EXERCISE INSTRUCTIONS: In your reply, print every line of the listing exactly and omit all images.

INPUT DATA:
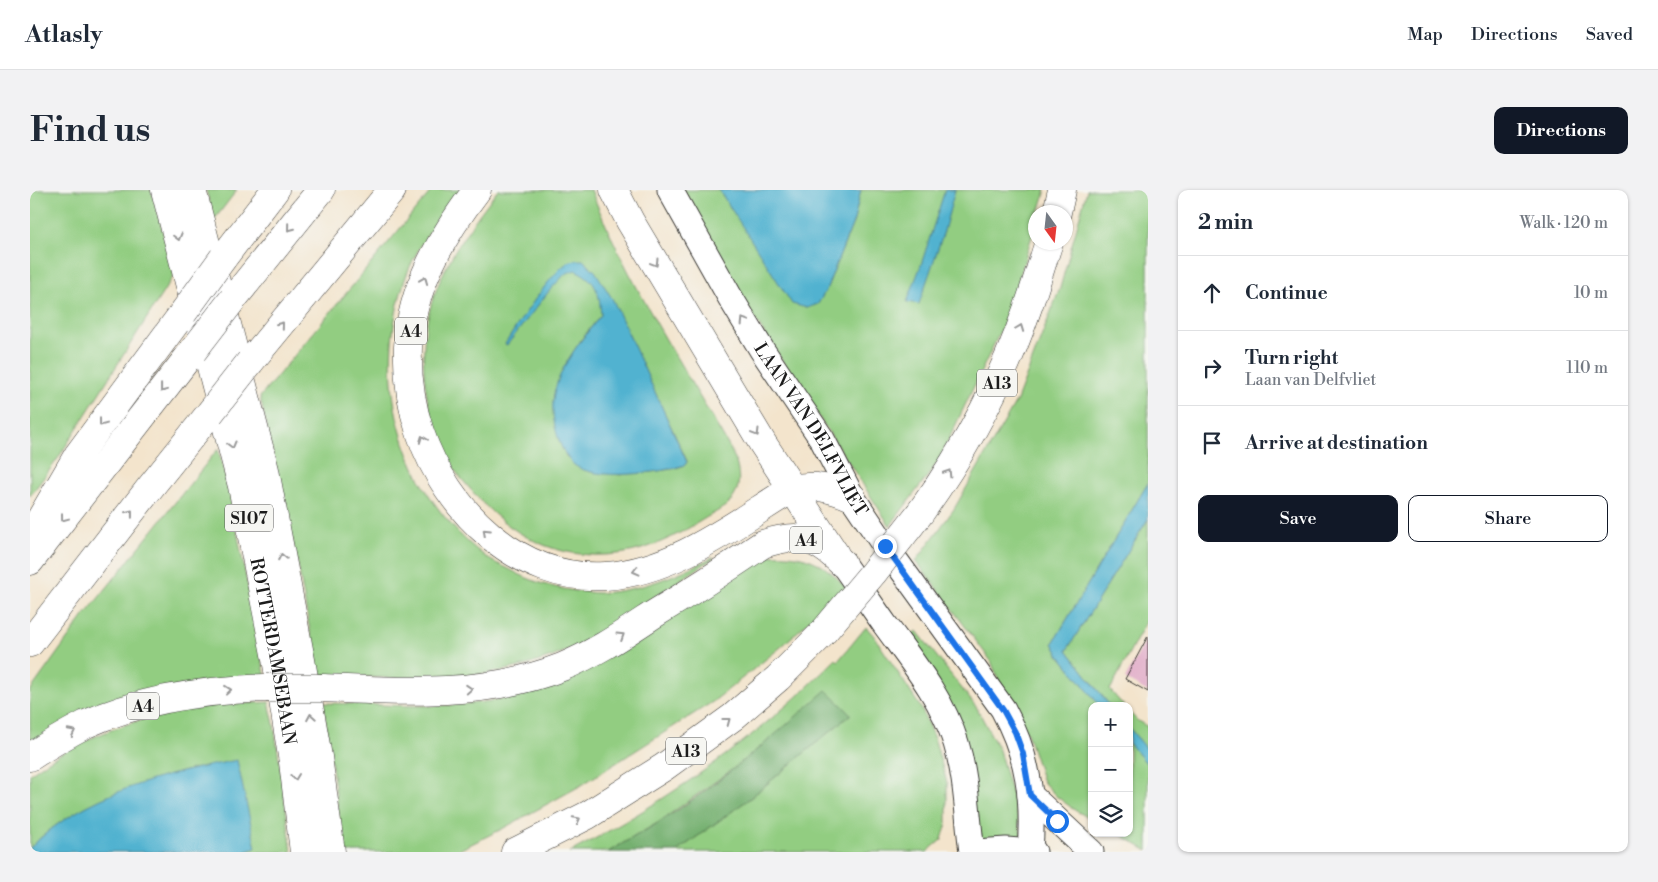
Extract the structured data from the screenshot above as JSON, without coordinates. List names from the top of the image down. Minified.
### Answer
{"streets":{"main road":["A4","A13","LAAN VAN DELFVLIET","S107","ROTTERDAMSEBAAN"]},"north":"bottom","page":{"header":"Atlasly","nav":["Map","Directions","Saved"],"buttons":["Directions",["Save","Share"]],"title":"Find us","heading":["2 min","Walk · 120 m"],"list":[["Continue","10 m"],["Turn right","Laan van Delfvliet","110 m"],"Arrive at destination"],"map_buttons":["+","−"]}}
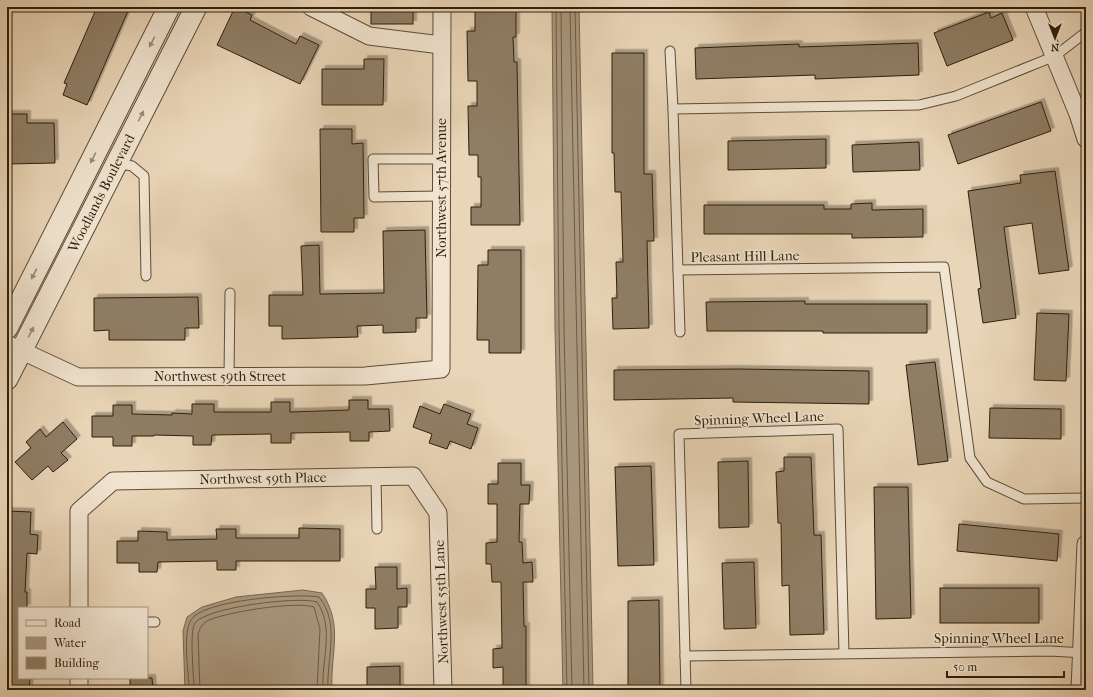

TASK RESPONSE:
Extract the structured data from the screenshot above as JSON, without coordinates. List names from the top of the image down. Minified.
### Answer
{"streets":{"main road":["A4","A13","LAAN VAN DELFVLIET","S107","ROTTERDAMSEBAAN"]},"north":"bottom","page":{"header":"Atlasly","nav":["Map","Directions","Saved"],"buttons":["Directions",["Save","Share"]],"title":"Find us","heading":["2 min","Walk · 120 m"],"list":[["Continue","10 m"],["Turn right","Laan van Delfvliet","110 m"],"Arrive at destination"],"map_buttons":["+","−"]}}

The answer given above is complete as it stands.